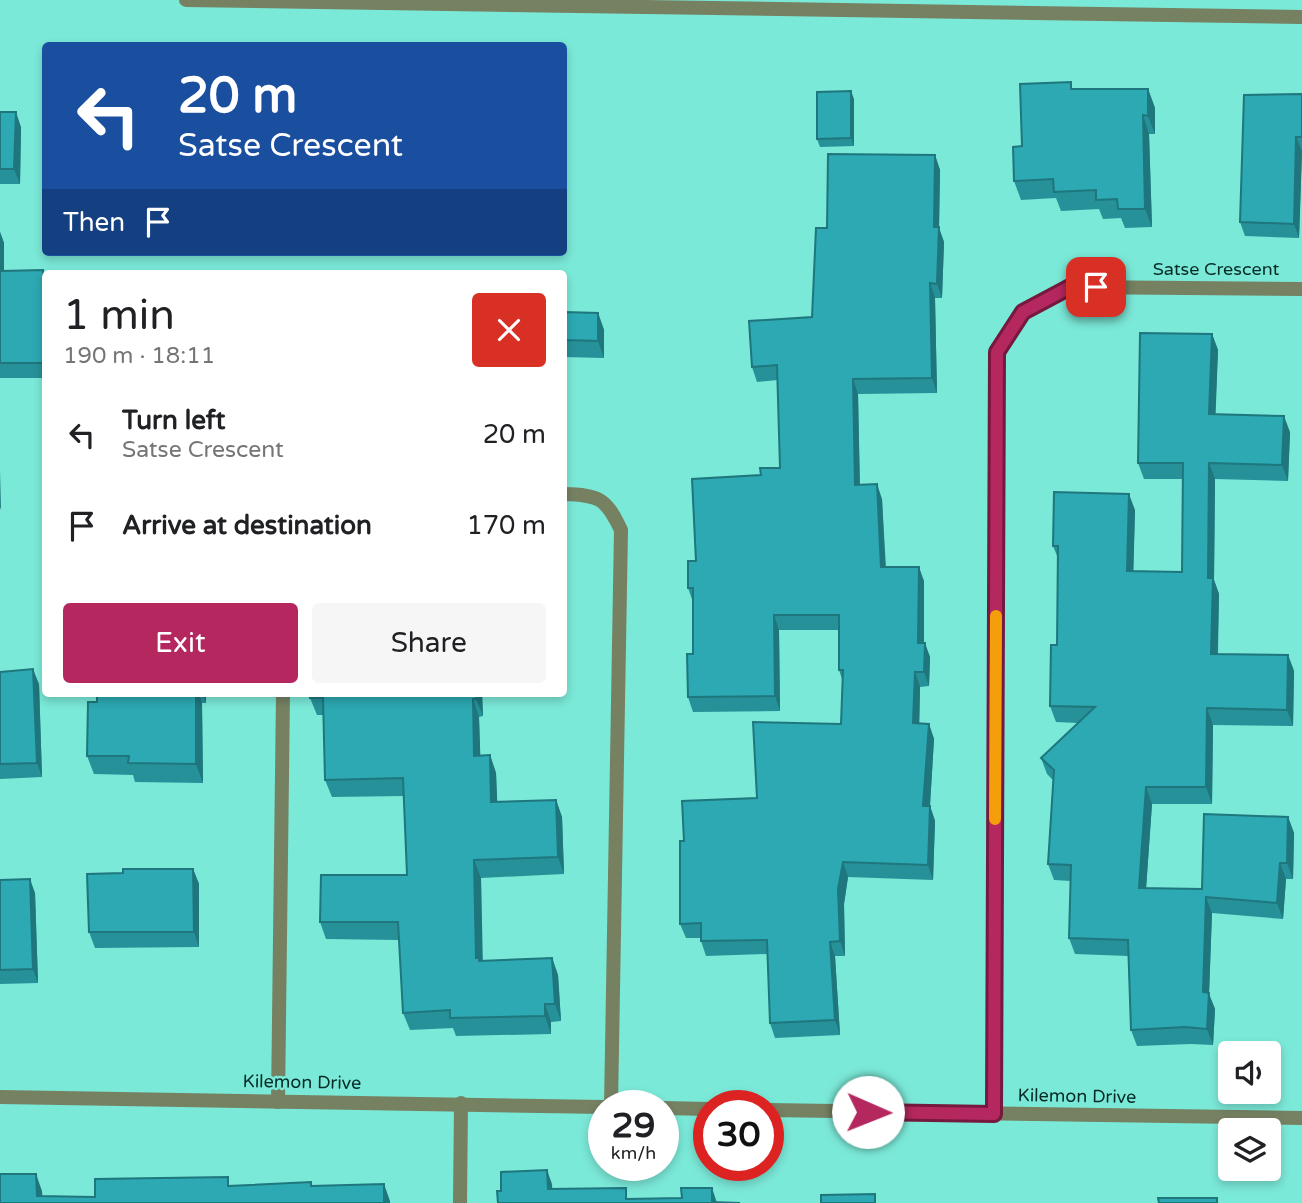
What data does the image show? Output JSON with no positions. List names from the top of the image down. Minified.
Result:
{"streets":{"street":["Satse Crescent","Kilemon Drive"]},"crossings":[["Satse Crescent","Kilemon Drive"]],"page":{"turn":["20 m","Satse Crescent"],"then":"Then","heading":["1 min","190 m · 18:11"],"list":[{"name":"Turn left","note":"Satse Crescent","value":"20 m"},{"name":"Arrive at destination","value":"170 m"}],"buttons":["Exit","Share"],"speed":"29 km/h","limit":"30"}}
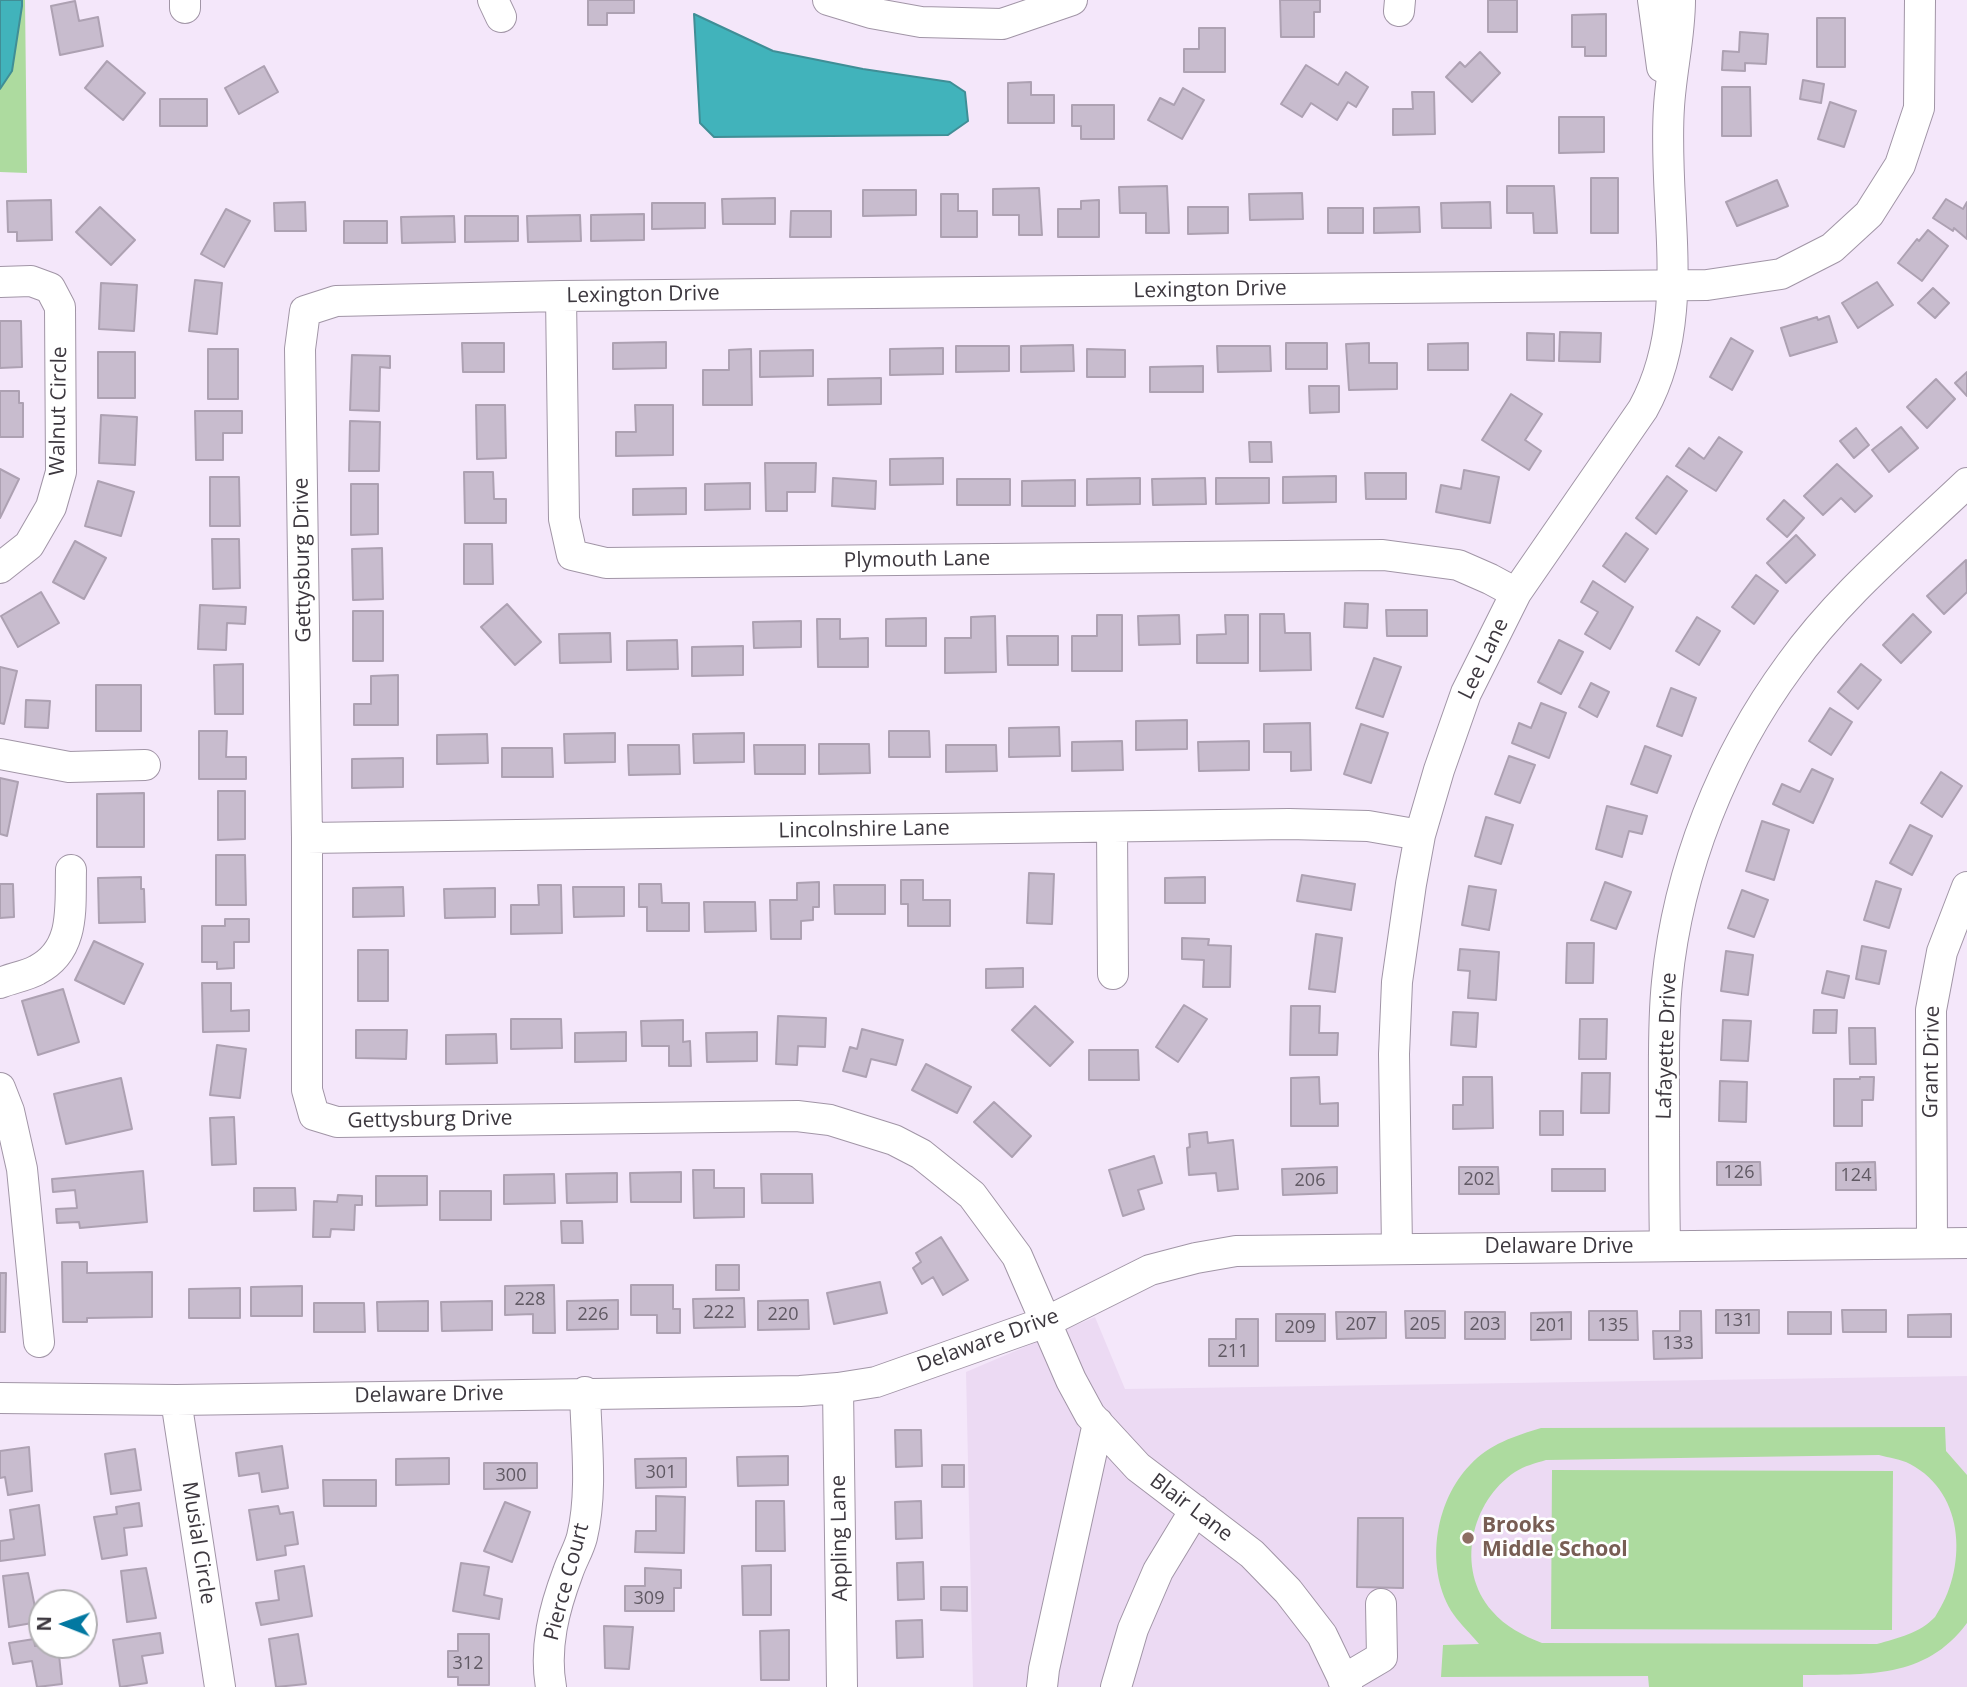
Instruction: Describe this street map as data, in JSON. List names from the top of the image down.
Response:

--

_ACTIVITY_
Above are the records; copy every one of them exactly and omit the images.

_SOLUTION TO THIS PROBLEM_
What data does the image show? Output JSON with no positions. List names from the top of the image down. Minified.
Result:
{"streets":{"street":["Satse Crescent","Kilemon Drive"]},"crossings":[["Satse Crescent","Kilemon Drive"]],"page":{"turn":["20 m","Satse Crescent"],"then":"Then","heading":["1 min","190 m · 18:11"],"list":[{"name":"Turn left","note":"Satse Crescent","value":"20 m"},{"name":"Arrive at destination","value":"170 m"}],"buttons":["Exit","Share"],"speed":"29 km/h","limit":"30"}}
Instruction: Describe this street map as data, in JSON. List names from the top of the image down.
Response:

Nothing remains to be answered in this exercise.